The Real-Time Channel (RTC) parameter, which we set to true, determines whether the message should be sent using the RTC backend. This channel has high bandwidth for message streams but doesn't guarantee synchronized message order across all participants.

If false had been passed, the Sync Channel would be used, which synchronizes message order across participants but has a message rate limit of 75 messages every 30 seconds.


The .catch(... is there to let you know if anything went wrong when sending the message.

Lastly we can add the code for the receiver logic, which changes a participant's background when a message is received.

// Receive message
          
// 1. Subscribe to messages sent on the 'syncBGChannel' topic
syncBGChannel.onMessage.subscribe((msg) => {
          
  // 2. Read the 'background' attribute of the 'msg' JSON data object received
  backgroundIndex = msg.background;
          
  // 3. Change the message receiver's background to the index specified, 
  // via the Patch Editor
  Patches.inputs.setScalar("msg_background", backgroundIndex);
});
        

To receive messages on a channel, we subscribe to the EventSource returned by the channel's onMessage property.

The msg parameter that’s passed into the event callback is the JSON object we created in our send message code snippet. Any data added to the JSON object in the send message code, can be accessed in the receive message code.
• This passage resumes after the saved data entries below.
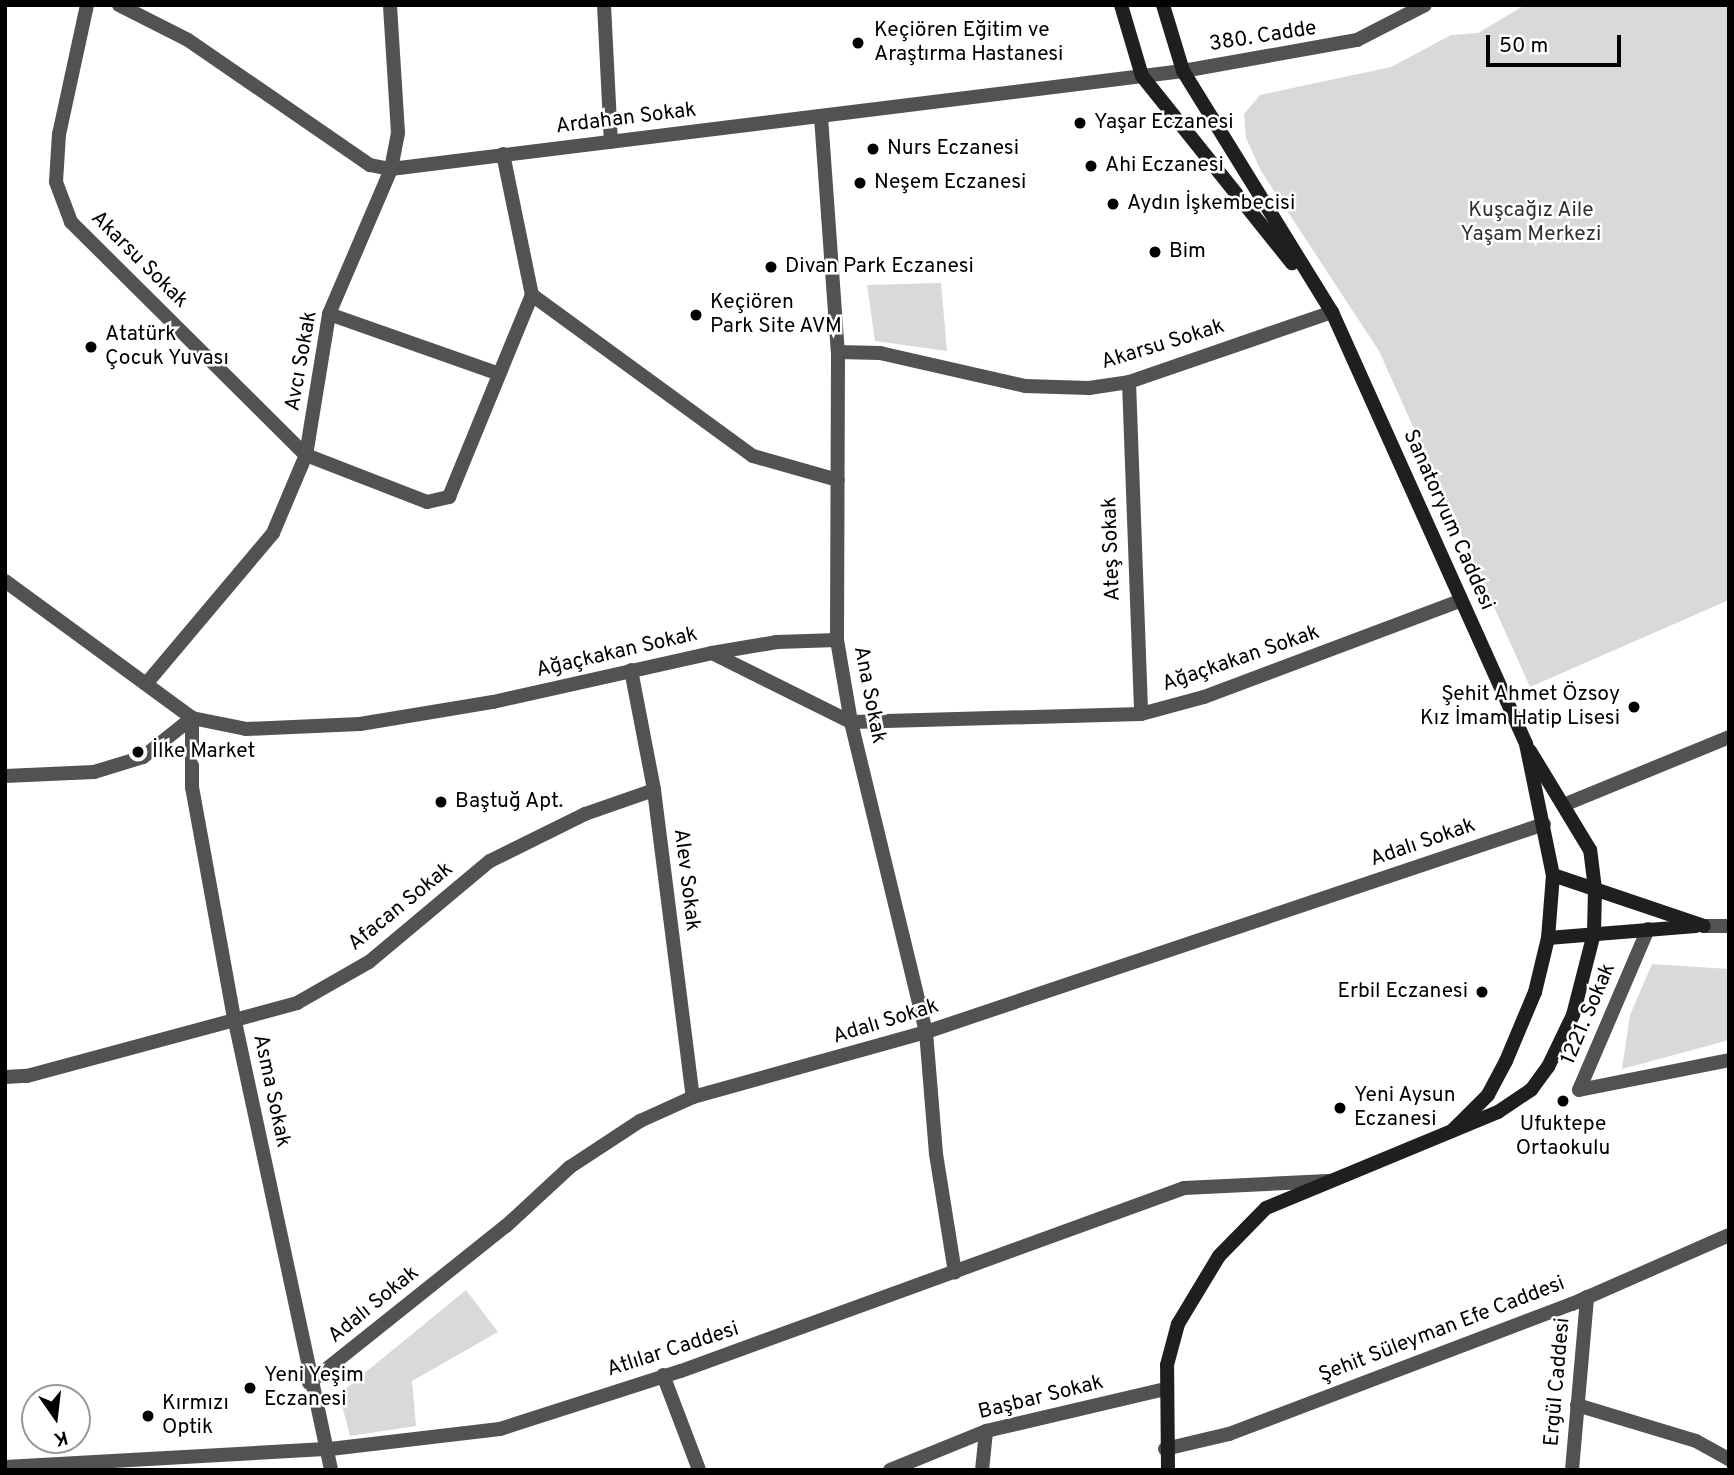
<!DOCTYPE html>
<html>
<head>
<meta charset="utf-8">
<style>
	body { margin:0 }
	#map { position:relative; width:1734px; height:1475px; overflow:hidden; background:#fff; font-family:Overpass,sans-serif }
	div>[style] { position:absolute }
	.green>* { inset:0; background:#d9d9d9 }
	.minor>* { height:14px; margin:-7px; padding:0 7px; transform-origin:7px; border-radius:7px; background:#525252 }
	.tertiary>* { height:14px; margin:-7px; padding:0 7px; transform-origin:7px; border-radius:7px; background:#525252 }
	.secondary>* { height:14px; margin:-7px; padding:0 7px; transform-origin:7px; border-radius:7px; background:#1f1f1f }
	.dots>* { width:19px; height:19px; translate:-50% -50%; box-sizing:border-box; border:4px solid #fff; border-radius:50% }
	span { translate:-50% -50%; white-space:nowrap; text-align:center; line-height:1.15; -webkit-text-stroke:5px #fff; paint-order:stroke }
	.poi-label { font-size:21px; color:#000 }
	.left { translate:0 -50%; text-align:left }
	.right { translate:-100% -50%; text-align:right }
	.street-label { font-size:21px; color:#000 }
	.park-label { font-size:21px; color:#303030 }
	.frame { position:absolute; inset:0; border:7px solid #000; pointer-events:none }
	.north { position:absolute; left:21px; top:1384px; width:70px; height:70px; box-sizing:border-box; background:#fff; border:2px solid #999; border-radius:50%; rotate:166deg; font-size:19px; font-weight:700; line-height:28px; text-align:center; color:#000 }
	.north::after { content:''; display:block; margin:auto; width:24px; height:32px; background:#000; clip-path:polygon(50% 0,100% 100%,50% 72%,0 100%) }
	.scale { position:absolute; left:1486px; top:35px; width:135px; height:32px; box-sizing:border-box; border:4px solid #000; border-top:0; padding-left:9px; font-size:21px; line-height:24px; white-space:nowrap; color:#000; -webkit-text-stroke:5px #fff; paint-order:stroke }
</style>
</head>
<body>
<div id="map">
	<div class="green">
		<div style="clip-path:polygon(1525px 5px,1729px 5px,1729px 600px,1530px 687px,1379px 351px,1261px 171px,1246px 138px,1244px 114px,1260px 95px,1391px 67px,1451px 35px,1478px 33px)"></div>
		<div style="clip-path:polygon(941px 283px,947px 351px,875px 341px,867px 285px)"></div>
		<div style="clip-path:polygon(1652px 964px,1729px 969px,1729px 1040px,1622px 1069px,1630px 1015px)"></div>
		<div style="clip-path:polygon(466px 1290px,498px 1332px,412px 1381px,416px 1426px,350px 1436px,339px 1394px)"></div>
	</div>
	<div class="minor">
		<div style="left:87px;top:5px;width:132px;rotate:102.2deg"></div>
		<div style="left:59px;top:134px;width:48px;rotate:93.6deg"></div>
		<div style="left:56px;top:182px;width:43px;rotate:69.4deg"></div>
		<div style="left:71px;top:222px;width:331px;rotate:44.8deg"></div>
		<div style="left:306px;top:455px;width:130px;rotate:21.2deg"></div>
		<div style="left:427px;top:502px;width:23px;rotate:-13deg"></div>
		<div style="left:449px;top:497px;width:218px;rotate:-67.7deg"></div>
		<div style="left:532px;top:295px;width:273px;rotate:36.1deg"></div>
		<div style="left:753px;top:456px;width:88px;rotate:15.8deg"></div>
		<div style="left:119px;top:5px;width:77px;rotate:26.9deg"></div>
		<div style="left:188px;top:40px;width:221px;rotate:34.5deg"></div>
		<div style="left:370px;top:165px;width:21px;rotate:11deg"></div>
		<div style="left:391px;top:169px;width:798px;rotate:-7.05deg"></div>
		<div style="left:604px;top:5px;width:137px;rotate:87.1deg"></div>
		<div style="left:821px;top:117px;width:236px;rotate:85.9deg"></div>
		<div style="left:838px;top:352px;width:288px;rotate:90.2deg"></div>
		<div style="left:837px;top:640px;width:83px;rotate:80.3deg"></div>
		<div style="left:851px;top:722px;width:319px;rotate:76.4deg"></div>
		<div style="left:926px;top:1032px;width:122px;rotate:85.3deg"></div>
		<div style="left:936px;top:1154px;width:120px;rotate:80.9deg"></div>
		<div style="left:503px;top:154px;width:144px;rotate:78.4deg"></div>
		<div style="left:329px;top:314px;width:178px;rotate:19.4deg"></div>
		<div style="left:838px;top:352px;width:42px;rotate:1.4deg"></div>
		<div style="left:880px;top:353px;width:149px;rotate:12.8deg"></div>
		<div style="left:1025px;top:386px;width:64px;rotate:1.8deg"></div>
		<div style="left:1089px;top:388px;width:40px;rotate:-8.5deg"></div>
		<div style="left:1129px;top:382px;width:215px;rotate:-19deg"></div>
		<div style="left:1129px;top:382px;width:332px;rotate:87.9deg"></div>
		<div style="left:5px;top:581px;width:232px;rotate:36.2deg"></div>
		<div style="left:192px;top:718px;width:55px;rotate:11.5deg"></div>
		<div style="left:246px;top:729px;width:114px;rotate:-2.5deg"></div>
		<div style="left:360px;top:724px;width:135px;rotate:-9.4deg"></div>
		<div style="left:493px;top:702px;width:224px;rotate:-12.6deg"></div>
		<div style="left:712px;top:653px;width:155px;rotate:26.4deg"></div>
		<div style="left:851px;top:722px;width:290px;rotate:-1.6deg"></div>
		<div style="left:1141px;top:714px;width:65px;rotate:-15.1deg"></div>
		<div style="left:1204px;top:697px;width:273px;rotate:-20.6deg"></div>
		<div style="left:712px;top:653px;width:66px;rotate:-9.6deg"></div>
		<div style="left:777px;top:642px;width:60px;rotate:-1.9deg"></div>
		<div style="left:631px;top:670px;width:122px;rotate:79.1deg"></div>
		<div style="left:654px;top:790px;width:309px;rotate:82.8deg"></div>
		<div style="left:146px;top:684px;width:197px;rotate:-49.9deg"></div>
		<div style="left:273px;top:533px;width:85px;rotate:-67.1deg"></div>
		<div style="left:306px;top:455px;width:143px;rotate:-80.7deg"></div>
		<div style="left:329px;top:314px;width:158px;rotate:-66.8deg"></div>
		<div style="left:391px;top:169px;width:37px;rotate:-79deg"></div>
		<div style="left:398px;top:133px;width:128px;rotate:-93.6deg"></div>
		<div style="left:192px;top:718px;width:69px;rotate:90deg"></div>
		<div style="left:192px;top:787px;width:234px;rotate:79.7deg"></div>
		<div style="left:234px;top:1017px;width:463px;rotate:77.9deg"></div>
		<div style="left:5px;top:776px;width:89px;rotate:-2.6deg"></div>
		<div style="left:94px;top:772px;width:51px;rotate:-17deg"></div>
		<div style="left:143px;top:757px;width:63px;rotate:-38.5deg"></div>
		<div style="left:1566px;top:804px;width:176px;rotate:-22.3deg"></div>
		<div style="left:1704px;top:926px;width:25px"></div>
		<div style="left:1648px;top:929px;width:175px;rotate:113.2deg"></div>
		<div style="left:1579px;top:1090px;width:153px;rotate:-11.3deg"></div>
		<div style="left:5px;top:1077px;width:22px;rotate:-3deg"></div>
		<div style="left:27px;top:1076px;width:280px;rotate:-15.1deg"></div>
		<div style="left:297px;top:1003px;width:83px;rotate:-29.7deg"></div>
		<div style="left:369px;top:962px;width:158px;rotate:-39.9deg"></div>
		<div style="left:490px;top:861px;width:106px;rotate:-26.3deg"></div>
		<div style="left:585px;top:814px;width:73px;rotate:-19.2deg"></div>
		<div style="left:663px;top:1375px;width:102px;rotate:69.2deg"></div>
		<div style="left:309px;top:1383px;width:252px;rotate:-38.6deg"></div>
		<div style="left:506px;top:1226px;width:87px;rotate:-42.7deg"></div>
		<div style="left:570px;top:1167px;width:84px;rotate:-33.3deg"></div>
		<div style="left:640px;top:1121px;width:58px;rotate:-24.4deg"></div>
		<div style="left:693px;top:1097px;width:242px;rotate:-15.6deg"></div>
		<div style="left:926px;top:1032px;width:652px;rotate:-18.6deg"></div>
		<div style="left:1577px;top:1405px;width:124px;rotate:16.8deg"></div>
		<div style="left:1696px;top:1441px;width:38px;rotate:29deg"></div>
		<div style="left:5px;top:1467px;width:325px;rotate:-3.2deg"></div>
		<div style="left:330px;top:1449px;width:171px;rotate:-6.7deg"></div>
		<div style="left:500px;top:1429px;width:190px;rotate:-17.8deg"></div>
		<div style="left:681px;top:1371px;width:535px;rotate:-19.99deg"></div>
		<div style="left:1184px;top:1188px;width:144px;rotate:-2.8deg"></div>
		<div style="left:890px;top:1470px;width:104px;rotate:-22.1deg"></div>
		<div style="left:986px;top:1431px;width:184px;rotate:-13.2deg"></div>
		<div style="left:982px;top:1470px;width:39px;rotate:-84deg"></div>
		<div style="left:1572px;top:1470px;width:174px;rotate:-85deg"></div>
	</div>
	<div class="tertiary">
		<div style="left:1183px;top:71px;width:177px;rotate:-10.1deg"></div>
		<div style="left:1357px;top:40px;width:76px;rotate:-27.2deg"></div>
		<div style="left:1165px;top:1449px;width:66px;rotate:-13.2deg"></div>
		<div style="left:1229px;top:1434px;width:367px;rotate:-20.8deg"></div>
		<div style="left:1572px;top:1304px;width:171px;rotate:-23.7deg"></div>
	</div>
	<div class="secondary">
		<div style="left:1121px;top:5px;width:74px;rotate:73.5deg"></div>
		<div style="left:1142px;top:76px;width:240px;rotate:51.3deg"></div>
		<div style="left:1163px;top:5px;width:69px;rotate:73.1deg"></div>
		<div style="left:1183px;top:71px;width:283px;rotate:58.3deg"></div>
		<div style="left:1332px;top:312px;width:474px;rotate:65.8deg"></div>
		<div style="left:1526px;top:744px;width:134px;rotate:78.4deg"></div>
		<div style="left:1553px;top:875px;width:63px;rotate:94.5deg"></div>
		<div style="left:1548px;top:938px;width:56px;rotate:103.5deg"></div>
		<div style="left:1535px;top:992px;width:75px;rotate:112.8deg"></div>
		<div style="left:1506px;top:1061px;width:38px;rotate:118deg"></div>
		<div style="left:1488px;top:1095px;width:51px;rotate:135deg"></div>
		<div style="left:1553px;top:875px;width:159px;rotate:18.7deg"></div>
		<div style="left:1548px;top:938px;width:148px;rotate:-4.6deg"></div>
		<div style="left:1168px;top:1470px;width:105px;rotate:-90.5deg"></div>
		<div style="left:1167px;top:1365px;width:42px;rotate:-75deg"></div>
		<div style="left:1178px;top:1324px;width:79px;rotate:-58.9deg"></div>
		<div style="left:1219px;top:1256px;width:67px;rotate:-45.6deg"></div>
		<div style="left:1266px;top:1208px;width:251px;rotate:-22.5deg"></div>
		<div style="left:1498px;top:1112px;width:40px;rotate:-34deg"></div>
		<div style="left:1531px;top:1090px;width:29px;rotate:-54deg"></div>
		<div style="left:1548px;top:1067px;width:58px;rotate:-64.3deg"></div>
		<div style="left:1573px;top:1015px;width:85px;rotate:-75.6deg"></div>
		<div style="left:1594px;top:933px;width:44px;rotate:-88.7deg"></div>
		<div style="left:1595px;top:889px;width:39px;rotate:-97deg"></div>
		<div style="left:1590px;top:850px;width:116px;rotate:-121.2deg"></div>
	</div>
	<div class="dots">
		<div style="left:858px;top:43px;background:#000"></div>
		<div style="left:1080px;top:123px;background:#000"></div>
		<div style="left:873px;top:149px;background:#000"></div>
		<div style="left:1091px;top:166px;background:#000"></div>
		<div style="left:860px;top:183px;background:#000"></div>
		<div style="left:1113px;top:204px;background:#000"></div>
		<div style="left:1155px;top:252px;background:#000"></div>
		<div style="left:771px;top:267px;background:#000"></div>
		<div style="left:696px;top:315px;background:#000"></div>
		<div style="left:91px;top:347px;background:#000"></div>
		<div style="left:1634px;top:707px;background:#000"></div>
		<div style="left:138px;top:752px;background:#000"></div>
		<div style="left:441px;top:802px;background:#000"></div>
		<div style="left:1482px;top:992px;background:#000"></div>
		<div style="left:1563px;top:1101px;background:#000"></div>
		<div style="left:1340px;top:1108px;background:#000"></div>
		<div style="left:250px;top:1388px;background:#000"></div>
		<div style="left:148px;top:1416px;background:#000"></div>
	</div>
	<div class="poi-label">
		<span class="left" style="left:874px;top:43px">Keçiören Eğitim ve<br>Araştırma Hastanesi</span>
		<span class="left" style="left:1094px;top:123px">Yaşar Eczanesi</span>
		<span class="left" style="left:887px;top:149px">Nurs Eczanesi</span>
		<span class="left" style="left:1105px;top:166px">Ahi Eczanesi</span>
		<span class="left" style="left:874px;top:183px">Neşem Eczanesi</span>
		<span class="left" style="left:1127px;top:204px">Aydın İşkembecisi</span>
		<span class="left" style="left:1169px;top:252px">Bim</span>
		<span class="left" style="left:785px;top:267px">Divan Park Eczanesi</span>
		<span class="left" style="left:710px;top:315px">Keçiören<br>Park Site AVM</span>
		<span class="left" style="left:105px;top:347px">Atatürk<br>Çocuk Yuvası</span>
		<span class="right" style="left:1620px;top:707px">Şehit Ahmet Özsoy<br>Kız İmam Hatip Lisesi</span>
		<span class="left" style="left:152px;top:752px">İlke Market</span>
		<span class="left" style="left:455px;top:802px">Baştuğ Apt.</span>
		<span class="right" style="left:1468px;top:992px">Erbil Eczanesi</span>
		<span class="left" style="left:1354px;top:1108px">Yeni Aysun<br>Eczanesi</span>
		<span style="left:1563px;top:1137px">Ufuktepe<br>Ortaokulu</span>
		<span class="left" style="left:264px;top:1388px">Yeni Yeşim<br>Eczanesi</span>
		<span class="left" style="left:162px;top:1416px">Kırmızı<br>Optik</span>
	</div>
	<div class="street-label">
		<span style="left:1263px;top:37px;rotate:-9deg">380. Cadde</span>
		<span style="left:626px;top:119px;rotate:-7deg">Ardahan Sokak</span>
		<span style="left:139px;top:260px;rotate:45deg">Akarsu Sokak</span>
		<span style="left:1163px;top:345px;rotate:-17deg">Akarsu Sokak</span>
		<span style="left:302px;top:361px;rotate:-80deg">Avcı Sokak</span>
		<span style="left:1448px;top:520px;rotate:66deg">Sanatoryum Caddesi</span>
		<span style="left:1112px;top:549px;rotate:-92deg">Ateş Sokak</span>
		<span style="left:617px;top:653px;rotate:-13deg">Ağaçkakan Sokak</span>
		<span style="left:1241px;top:659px;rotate:-19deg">Ağaçkakan Sokak</span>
		<span style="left:869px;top:695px;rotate:79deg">Ana Sokak</span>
		<span style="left:1423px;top:843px;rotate:-19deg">Adalı Sokak</span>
		<span style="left:686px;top:880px;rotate:83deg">Alev Sokak</span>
		<span style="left:401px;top:907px;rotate:-39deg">Afacan Sokak</span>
		<span style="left:1589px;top:1014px;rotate:-67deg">1221. Sokak</span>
		<span style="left:886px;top:1022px;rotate:-17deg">Adalı Sokak</span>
		<span style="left:271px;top:1091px;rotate:78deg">Asma Sokak</span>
		<span style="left:374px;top:1305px;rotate:-39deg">Adalı Sokak</span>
		<span style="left:1442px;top:1330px;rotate:-21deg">Şehit Süleyman Efe Caddesi</span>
		<span style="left:673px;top:1350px;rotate:-18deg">Atlılar Caddesi</span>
		<span style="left:1558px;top:1382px;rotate:-85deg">Ergül Caddesi</span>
		<span style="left:1041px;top:1398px;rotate:-14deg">Başbar Sokak</span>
	</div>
	<div class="park-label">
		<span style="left:1531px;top:223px">Kuşcağız Aile<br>Yaşam Merkezi</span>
	</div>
	<div class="frame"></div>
	<div class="north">K</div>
	<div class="scale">50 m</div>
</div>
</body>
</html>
Within the project, the changing of the participants' backgrounds is handled by the Patch Editor, using the backgroundIndex variable sent to it from the script:

While the example project contains additional patches and capabilities, the above code snippets are all that are required to create your first multipeer script.

As you go on to build new multipeer effects, it's important to test regularly to ensure everything works as intended. The Spark AR Extension for Visual Studio Code provides a built-in tool that allows you to debug multipeer effects.